The Secure Times

An online forum of the ABA Section of Antitrust Law's Privacy and Information Security Committee

Leave a comment

U.S. Supreme Court Holds that Government’s Use of Trained Police Dogs to Investigate Front Porch is a “Search” within the Meaning of the Fourth Amendment

On March 26, 2013, the U.S. Supreme Court affirmed the decision by the Florida Supreme Court that suppressed evidence obtained following a trained police dog’s positive alert for narcotics from the defendant’s front porch. See Florida v. Jardines, 569 U.S. ____ (2013).   Writing for the majority in a 5-4 opinion, Justice Scalia focused on the government’s physical intrusion into the constitutionally protected area immediately surrounding the home and declined to consider whether the search violated the defendant’s reasonable expectation of privacy. 
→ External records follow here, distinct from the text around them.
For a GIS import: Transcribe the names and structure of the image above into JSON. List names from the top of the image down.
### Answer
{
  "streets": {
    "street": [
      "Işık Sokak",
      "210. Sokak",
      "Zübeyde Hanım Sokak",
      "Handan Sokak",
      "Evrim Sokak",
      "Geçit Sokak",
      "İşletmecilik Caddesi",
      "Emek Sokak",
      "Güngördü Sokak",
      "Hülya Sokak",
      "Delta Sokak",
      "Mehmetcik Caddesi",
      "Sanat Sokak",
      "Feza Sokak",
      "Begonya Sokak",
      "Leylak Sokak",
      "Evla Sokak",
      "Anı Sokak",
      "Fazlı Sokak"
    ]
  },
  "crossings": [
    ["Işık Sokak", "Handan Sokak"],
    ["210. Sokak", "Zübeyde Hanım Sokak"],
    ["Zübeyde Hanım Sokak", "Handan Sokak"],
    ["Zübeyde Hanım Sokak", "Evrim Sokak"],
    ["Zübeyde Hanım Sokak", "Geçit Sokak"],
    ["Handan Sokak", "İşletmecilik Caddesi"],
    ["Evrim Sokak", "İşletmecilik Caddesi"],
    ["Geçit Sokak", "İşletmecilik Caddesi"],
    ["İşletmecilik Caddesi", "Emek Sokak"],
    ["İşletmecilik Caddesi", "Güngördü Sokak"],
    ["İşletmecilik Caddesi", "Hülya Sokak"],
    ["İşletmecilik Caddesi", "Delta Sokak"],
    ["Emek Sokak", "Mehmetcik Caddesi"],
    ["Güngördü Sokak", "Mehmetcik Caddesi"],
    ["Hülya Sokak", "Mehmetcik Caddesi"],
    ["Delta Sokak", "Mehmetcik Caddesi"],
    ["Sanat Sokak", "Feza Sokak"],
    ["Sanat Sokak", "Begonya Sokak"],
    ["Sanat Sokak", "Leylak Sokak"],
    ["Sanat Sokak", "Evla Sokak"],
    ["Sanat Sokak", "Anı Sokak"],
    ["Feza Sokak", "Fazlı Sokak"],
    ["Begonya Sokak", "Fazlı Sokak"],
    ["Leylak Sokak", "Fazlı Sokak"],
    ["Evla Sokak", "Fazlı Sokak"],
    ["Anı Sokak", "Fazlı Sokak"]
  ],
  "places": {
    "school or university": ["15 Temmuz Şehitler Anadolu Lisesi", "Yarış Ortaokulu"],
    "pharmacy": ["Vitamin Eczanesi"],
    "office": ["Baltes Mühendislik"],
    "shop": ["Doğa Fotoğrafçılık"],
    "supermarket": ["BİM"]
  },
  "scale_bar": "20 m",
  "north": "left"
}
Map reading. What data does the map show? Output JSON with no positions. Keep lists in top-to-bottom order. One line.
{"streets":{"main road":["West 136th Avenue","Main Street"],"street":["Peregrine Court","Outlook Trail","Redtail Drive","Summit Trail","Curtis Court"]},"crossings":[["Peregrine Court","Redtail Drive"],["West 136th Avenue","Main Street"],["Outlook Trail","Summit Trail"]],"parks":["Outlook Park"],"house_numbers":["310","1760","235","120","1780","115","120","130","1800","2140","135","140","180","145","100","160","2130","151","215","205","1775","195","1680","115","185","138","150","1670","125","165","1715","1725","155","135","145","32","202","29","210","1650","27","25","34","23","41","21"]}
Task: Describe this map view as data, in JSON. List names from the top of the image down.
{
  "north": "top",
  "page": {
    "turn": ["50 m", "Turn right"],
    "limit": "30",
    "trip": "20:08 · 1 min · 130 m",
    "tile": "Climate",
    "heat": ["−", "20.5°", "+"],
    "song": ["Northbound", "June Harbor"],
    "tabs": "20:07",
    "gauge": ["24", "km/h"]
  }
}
Law enforcement had received an unverified tip that marijuana was being grown in the home of respondent/defendant Joelis Jardines.  Agents arrived at Jardines’ home with a drug-sniffing police dog and stood on the porch while the dog was given 6 feet of slack to sniff for narcotics.  The dog signaled an airborne odor that was emanating from base of the front door.  Based on the alert, the officers obtained a search warrant, found marijuana plants inside the home, and charged Jardines with trafficking in cannabis.  The trial court suppressed the evidence as the product of an unreasonable search under the Fourth Amendment, which ultimately was upheld by the Florida Supreme Court.

The majority (Justice Scalia, joined by Justices Thomas, Ginsburg, Sotomayor, and Kagan) affirmed, holding that law enforcement’s use of trained police dogs to investigate the home and its immediate surroundings constituted a “search” within the meaning of the Fourth Amendment.  The constitutional violation was based on what the Court characterized as “the traditional property-based understanding of the Fourth Amendment.”  Otherwise put, the act of “march[ing] a bloodhound” to “trawl for evidence” was a physical intrusion on constitutionally protected areas that defied the Fourth Amendment’s “very core” of “the right of a man to retreat into his home and there be free from unreasonable governmental intrusion.” 

A concurring opinion from Justice Kagan (with Justices Ginsburg and Sotomayor) went one step further, calling the police action both a constitutional trespass and an invasion of privacy, as defined in Kyllo v United States, 533 U.S. 27 (2001) (finding a constitutional privacy violation for the government’s use of a thermal imaging device that was “not in general public use”).  Justice Kagan classified drug-detection dogs as specialized law enforcement tools for discovering objects not in plain view and likened their use to “super-high-powered” binoculars.   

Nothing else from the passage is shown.